From the output, shouldn’t each worker loads three samples? Why do each worker load 6 samples?
I’m very confused. Any help is appreciated

1 Like

The DataLoader iterator is recreated in each epoch and with it all workers, which will all start the prefetching from the beginning.
Here is a potential workaround for this behavior.

Thanks it does seem a bit faster now. Unrelated to the topic, hope could i ask a different question. I tried passing a list of indices to the dataset however the __getitem__ in the cifar10/coco dataset returns a Type Error list indices must be integers or slices, not list when running the code. The list of indices is from BatchSampler. Any reason why?

I think torchvision.datasets.CIFAR10 is not able to accept a list of indices out of the box, as this code would try to apply the Image.fromarray method as well as the transformations on a list of images and should yield an error.
You could extend this class as a custom CIFAR10 dataset and apply these methods in a loop for each loaded sample.

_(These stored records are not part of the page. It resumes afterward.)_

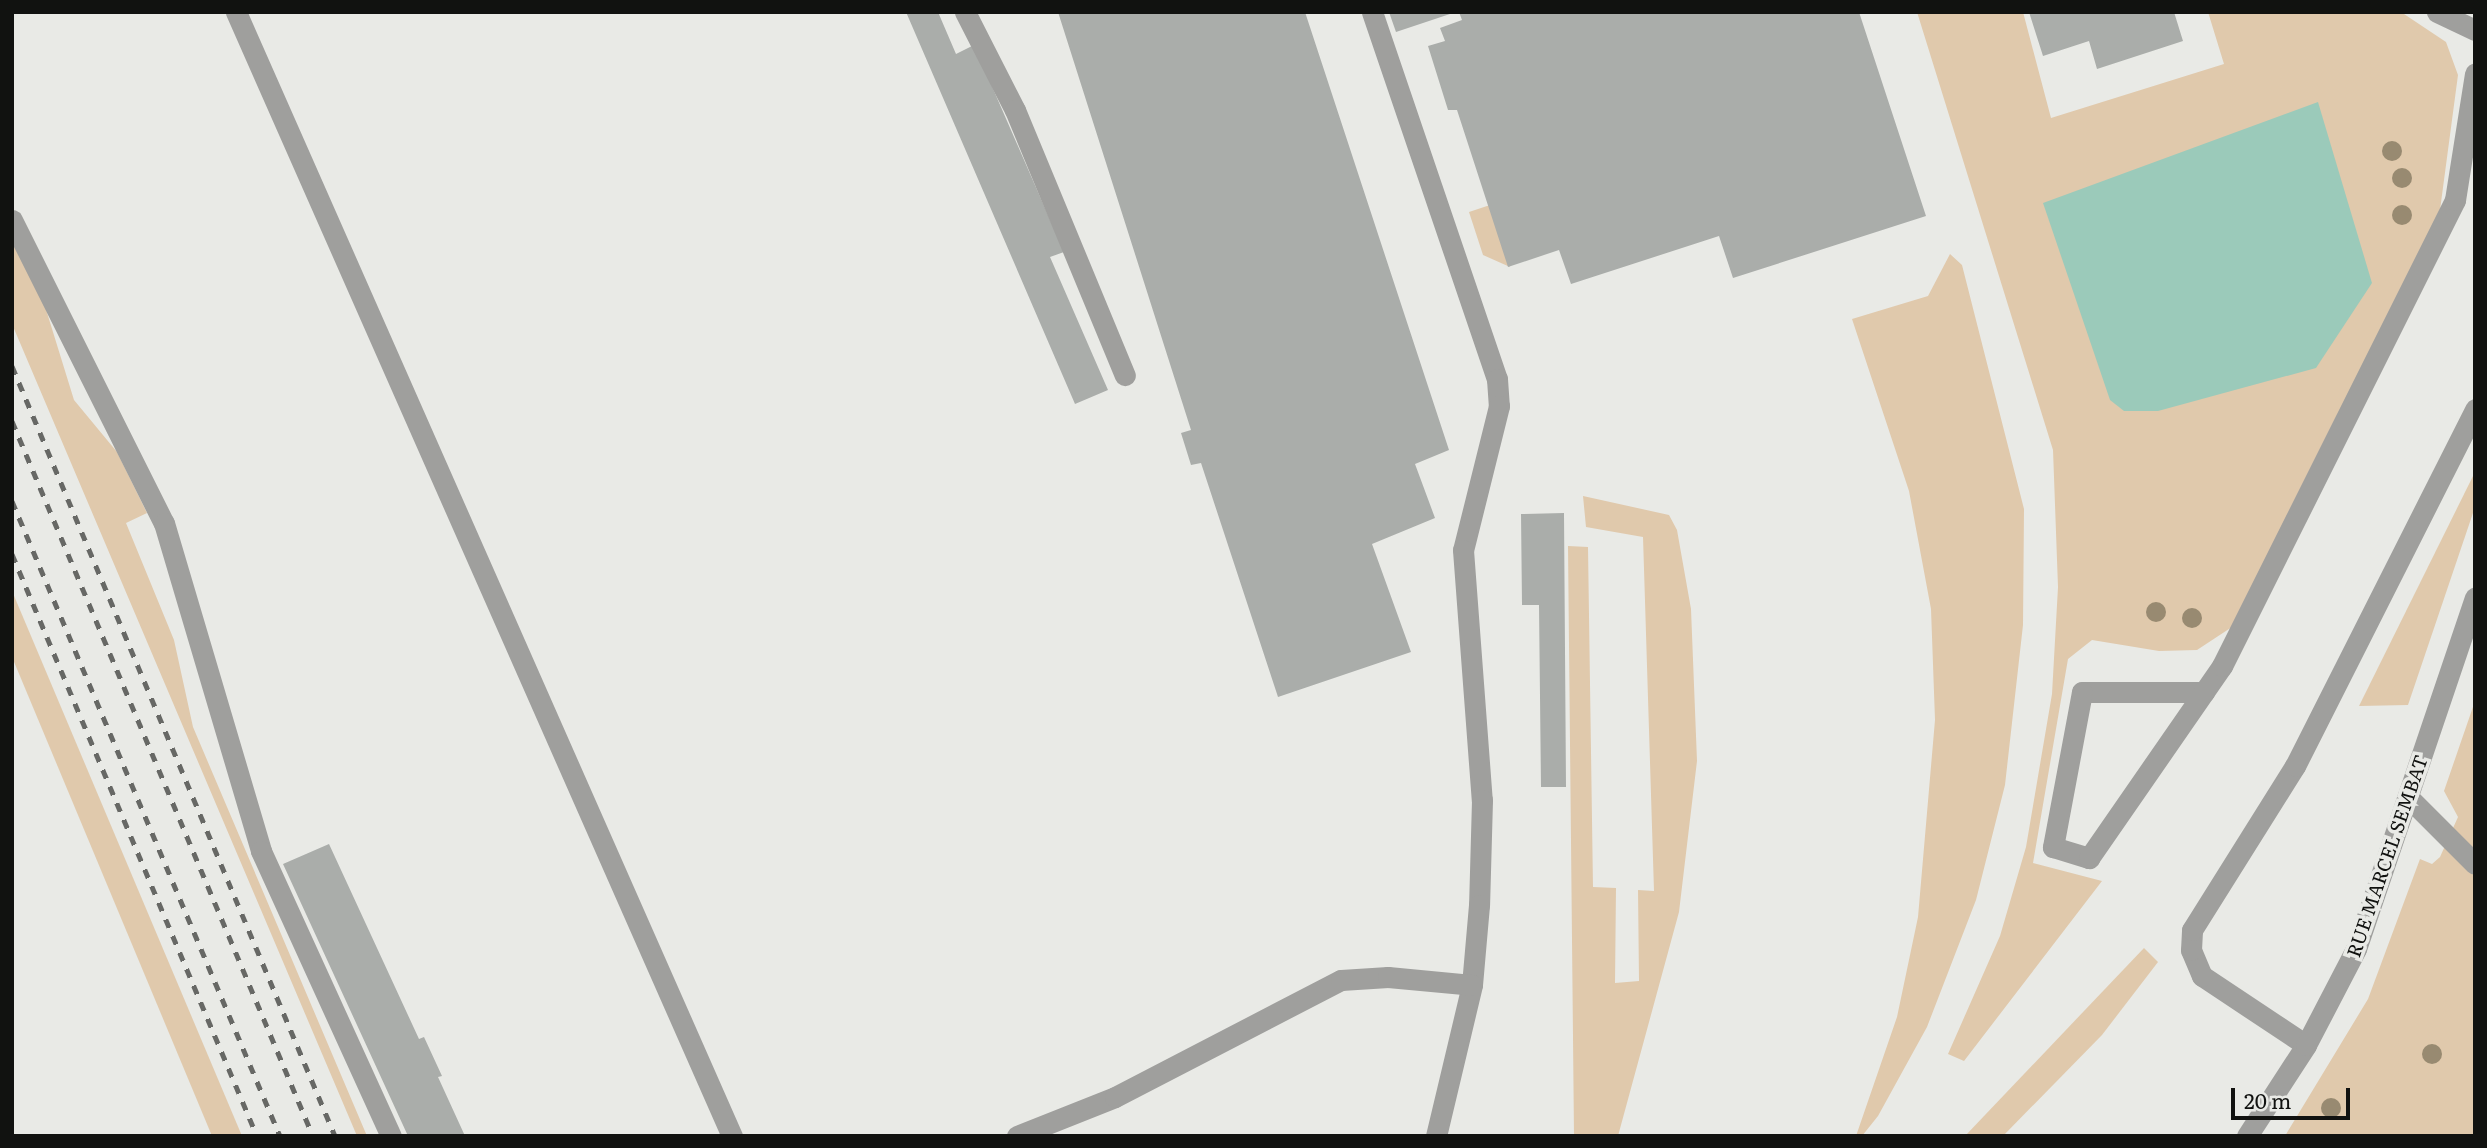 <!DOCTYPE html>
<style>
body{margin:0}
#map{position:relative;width:2487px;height:1148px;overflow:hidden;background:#e9eae6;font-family:Literata,serif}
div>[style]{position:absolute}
.green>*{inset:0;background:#e0c9ac}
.water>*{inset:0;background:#9bcaba}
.building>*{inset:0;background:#aaadaa}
.minor>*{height:21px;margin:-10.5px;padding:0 10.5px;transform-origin:10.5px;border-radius:10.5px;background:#9f9f9d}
.rail>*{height:5px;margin-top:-2.5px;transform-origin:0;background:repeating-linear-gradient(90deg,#676865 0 9px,transparent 0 18px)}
.trees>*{width:20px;height:20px;margin:-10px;border-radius:50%;background:#988a71}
span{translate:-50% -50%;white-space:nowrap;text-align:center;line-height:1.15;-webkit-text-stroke:7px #e9eae6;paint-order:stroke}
.street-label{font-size:19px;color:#111210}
.frame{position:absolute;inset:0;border:14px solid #111210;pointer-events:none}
.scale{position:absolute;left:2231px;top:1088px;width:119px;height:32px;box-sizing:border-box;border:4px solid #111210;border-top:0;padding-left:9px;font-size:21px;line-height:24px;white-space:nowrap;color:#111210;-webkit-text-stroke:5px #e9eae6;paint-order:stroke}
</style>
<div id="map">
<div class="green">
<div style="clip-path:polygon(1917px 12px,2023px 12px,2051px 118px,2224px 64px,2208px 12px,2401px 12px,2446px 42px,2458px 75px,2440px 210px,2235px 625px,2197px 650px,2159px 651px,2092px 640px,2068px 659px,2033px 863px,2102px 881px,1964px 1061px,1948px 1054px,2000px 936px,2026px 847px,2052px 694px,2058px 587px,2053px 450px)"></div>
<div style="clip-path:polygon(1490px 205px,1510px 267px,1483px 255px,1469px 212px)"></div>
<div style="clip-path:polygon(12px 236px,36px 277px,74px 400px,117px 452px,147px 513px,126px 523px,174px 640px,193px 727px,367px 1136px,357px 1136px,12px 324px)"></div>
<div style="clip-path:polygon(1950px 254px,1962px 265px,2024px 509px,2023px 625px,2005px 785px,1976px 900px,1927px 1027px,1878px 1116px,1862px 1136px,1856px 1136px,1897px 1017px,1918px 917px,1935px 720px,1931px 609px,1909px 491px,1852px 319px,1928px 296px)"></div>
<div style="clip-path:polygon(2475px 472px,2475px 507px,2408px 705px,2359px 706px)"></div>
<div style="clip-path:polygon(1583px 496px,1669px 515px,1677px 530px,1691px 609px,1697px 761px,1679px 912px,1618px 1136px,1574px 1136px,1568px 546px,1588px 547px,1593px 887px,1616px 888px,1615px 983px,1639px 981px,1638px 890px,1654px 891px,1643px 537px,1586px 527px)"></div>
<div style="clip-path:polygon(12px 591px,242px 1136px,212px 1136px,12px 657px)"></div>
<div style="clip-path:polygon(2475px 701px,2475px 1136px,2285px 1136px,2368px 999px,2420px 859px,2432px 864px,2440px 857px,2458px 817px,2444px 791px)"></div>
<div style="clip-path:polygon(2144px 948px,2158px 962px,2102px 1035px,2003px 1136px,1965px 1136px)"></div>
</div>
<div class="water">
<div style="clip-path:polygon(2318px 102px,2372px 283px,2316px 368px,2158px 411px,2124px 411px,2110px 400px,2043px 203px)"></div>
</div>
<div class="building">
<div style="clip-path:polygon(906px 12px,938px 12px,956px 54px,974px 45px,1064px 252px,1050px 257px,1108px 390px,1075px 404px)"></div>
<div style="clip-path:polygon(1058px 12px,1305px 12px,1449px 450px,1415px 464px,1435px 518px,1372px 544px,1411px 652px,1278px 697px,1201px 463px,1191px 465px,1181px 433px,1191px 430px)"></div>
<div style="clip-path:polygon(1389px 12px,1453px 12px,1453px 13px,1396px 32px)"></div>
<div style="clip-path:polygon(1459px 12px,1859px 12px,1926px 216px,1733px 278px,1719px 236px,1571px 284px,1559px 250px,1508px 267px,1457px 110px,1448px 110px,1428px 46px,1445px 41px,1440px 28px,1462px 20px)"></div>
<div style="clip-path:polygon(2029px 12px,2174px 12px,2183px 41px,2097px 69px,2089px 41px,2043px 56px)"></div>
<div style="clip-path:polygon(1564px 513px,1566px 787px,1541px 787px,1539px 605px,1522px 605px,1521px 514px)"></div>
<div style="clip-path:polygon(329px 844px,419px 1039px,424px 1037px,442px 1076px,438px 1077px,465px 1136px,408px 1136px,283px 864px)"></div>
</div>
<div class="minor">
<div style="left:236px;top:12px;width:1229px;rotate:66.19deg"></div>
<div style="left:965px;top:12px;width:110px;rotate:63deg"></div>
<div style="left:1015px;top:110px;width:287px;rotate:67.5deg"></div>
<div style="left:1372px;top:12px;width:388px;rotate:71.2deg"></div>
<div style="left:1497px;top:379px;width:27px;rotate:86deg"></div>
<div style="left:1499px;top:406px;width:148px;rotate:104deg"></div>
<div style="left:1463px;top:550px;width:251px;rotate:85.7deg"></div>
<div style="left:1482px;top:800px;width:105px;rotate:91.6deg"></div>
<div style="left:1479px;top:905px;width:80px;rotate:95deg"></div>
<div style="left:1472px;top:985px;width:155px;rotate:103.4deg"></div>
<div style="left:2437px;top:12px;width:42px;rotate:25.3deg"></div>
<div style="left:12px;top:220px;width:339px;rotate:63.4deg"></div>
<div style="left:164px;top:523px;width:342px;rotate:73.5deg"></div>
<div style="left:261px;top:851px;width:313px;rotate:65.5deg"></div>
<div style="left:2204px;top:692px;width:122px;rotate:180deg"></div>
<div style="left:2082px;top:692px;width:158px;rotate:100.6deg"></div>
<div style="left:2053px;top:847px;width:38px;rotate:17deg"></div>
<div style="left:2089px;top:858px;width:234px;rotate:-55.3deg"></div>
<div style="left:2222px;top:666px;width:521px;rotate:-63.43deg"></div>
<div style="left:2455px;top:200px;width:128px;rotate:-81deg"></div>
<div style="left:2409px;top:798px;width:93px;rotate:45deg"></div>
<div style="left:2306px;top:1045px;width:125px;rotate:-146.4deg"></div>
<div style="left:2202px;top:976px;width:28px;rotate:-113deg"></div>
<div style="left:2191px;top:950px;width:20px;rotate:-87deg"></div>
<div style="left:2192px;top:930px;width:194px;rotate:-57.9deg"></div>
<div style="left:2295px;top:766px;width:400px;rotate:-63.2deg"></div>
<div style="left:1017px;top:1136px;width:105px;rotate:-21.7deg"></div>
<div style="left:1115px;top:1097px;width:254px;rotate:-27.4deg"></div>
<div style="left:1341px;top:980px;width:47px;rotate:-3.7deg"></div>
<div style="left:1388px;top:977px;width:84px;rotate:5.4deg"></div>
<div style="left:2247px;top:1136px;width:108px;rotate:-57deg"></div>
<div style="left:2306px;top:1045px;width:108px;rotate:-62.5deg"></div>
<div style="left:2356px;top:949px;width:371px;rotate:-71.3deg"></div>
</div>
<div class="rail">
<div style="left:12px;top:366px;width:835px;rotate:67.24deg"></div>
<div style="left:12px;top:421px;width:776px;rotate:67.17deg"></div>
<div style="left:12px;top:501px;width:689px;rotate:67.12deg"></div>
<div style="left:12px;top:554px;width:631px;rotate:67.17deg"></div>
</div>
<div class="trees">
<div style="left:2392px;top:151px"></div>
<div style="left:2402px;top:178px"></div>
<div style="left:2402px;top:215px"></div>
<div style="left:2156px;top:612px"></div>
<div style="left:2192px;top:618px"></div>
<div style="left:2432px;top:1054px"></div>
<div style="left:2331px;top:1108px"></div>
</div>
<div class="street-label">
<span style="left:2387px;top:856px;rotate:-71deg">RUE MARCEL SEMBAT</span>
</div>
<div class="frame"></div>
<div class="scale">20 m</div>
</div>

So something like this would be fine? Would it make the data loader to be slower than normal?


def __init(self,data):
        # DO STUFF
 		batch_list = [[],[]]
		c_batches = []

def __getitem__(self,index):
        for data in index:
			result = imagenet_data[data]
			batch_list[0].append(result[0])
			batch_list[1].append(result[1])
		c_batches.append(batch_list)

        return c_batches #<------ This contain a batch

I don’t think you would see a significant slowdown, as currently each worker is creating a complete batch anyway.
However, a quick profiling would be interesting to see nevertheless.